■ **Records for the task**:
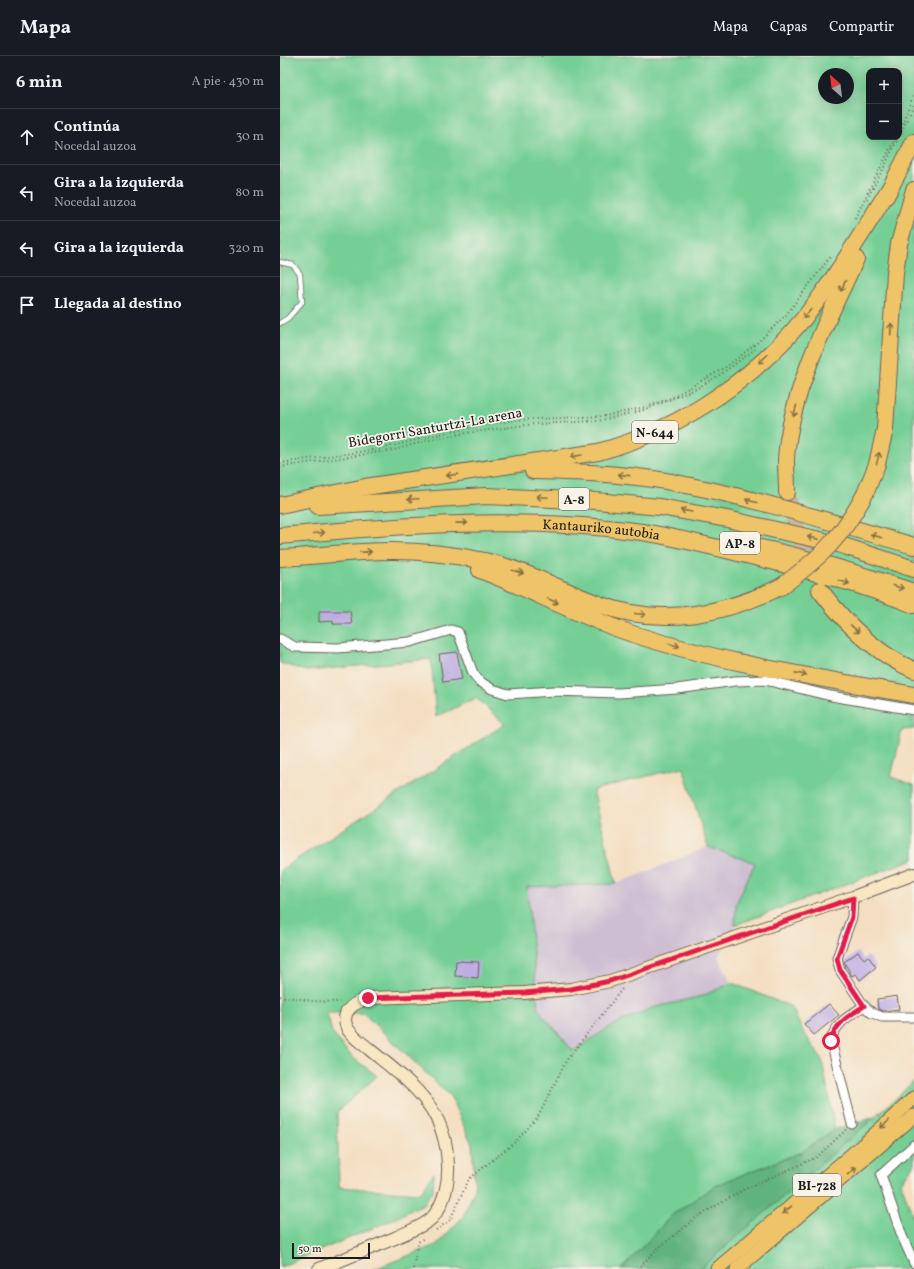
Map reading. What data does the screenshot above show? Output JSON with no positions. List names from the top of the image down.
{
  "streets": {
    "highway": [
      "N-644",
      "A-8",
      "Kantauriko autobia",
      "AP-8"
    ],
    "main road": ["BI-728"],
    "path": ["Bidegorri Santurtzi-La arena"]
  },
  "crossings": [
    ["Kantauriko autobia", "AP-8"]
  ],
  "scale_bar": "50 m",
  "north": "top left",
  "page": {
    "header": "Mapa",
    "nav": ["Mapa", "Capas", "Compartir"],
    "heading": ["6 min", "A pie · 430 m"],
    "map_buttons": ["+", "−"],
    "list": [
      ["Continúa", "Nocedal auzoa", "30 m"],
      ["Gira a la izquierda", "Nocedal auzoa", "80 m"],
      ["Gira a la izquierda", "320 m"],
      "Llegada al destino"
    ],
    "scale": "50 m"
  }
}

■ **Work to complete**: Full transcription of the material, exact in every line, without images.

■ **Final answer**:
Map reading. What data does the screenshot above show? Output JSON with no positions. List names from the top of the image down.
{
  "streets": {
    "highway": [
      "N-644",
      "A-8",
      "Kantauriko autobia",
      "AP-8"
    ],
    "main road": ["BI-728"],
    "path": ["Bidegorri Santurtzi-La arena"]
  },
  "crossings": [
    ["Kantauriko autobia", "AP-8"]
  ],
  "scale_bar": "50 m",
  "north": "top left",
  "page": {
    "header": "Mapa",
    "nav": ["Mapa", "Capas", "Compartir"],
    "heading": ["6 min", "A pie · 430 m"],
    "map_buttons": ["+", "−"],
    "list": [
      ["Continúa", "Nocedal auzoa", "30 m"],
      ["Gira a la izquierda", "Nocedal auzoa", "80 m"],
      ["Gira a la izquierda", "320 m"],
      "Llegada al destino"
    ],
    "scale": "50 m"
  }
}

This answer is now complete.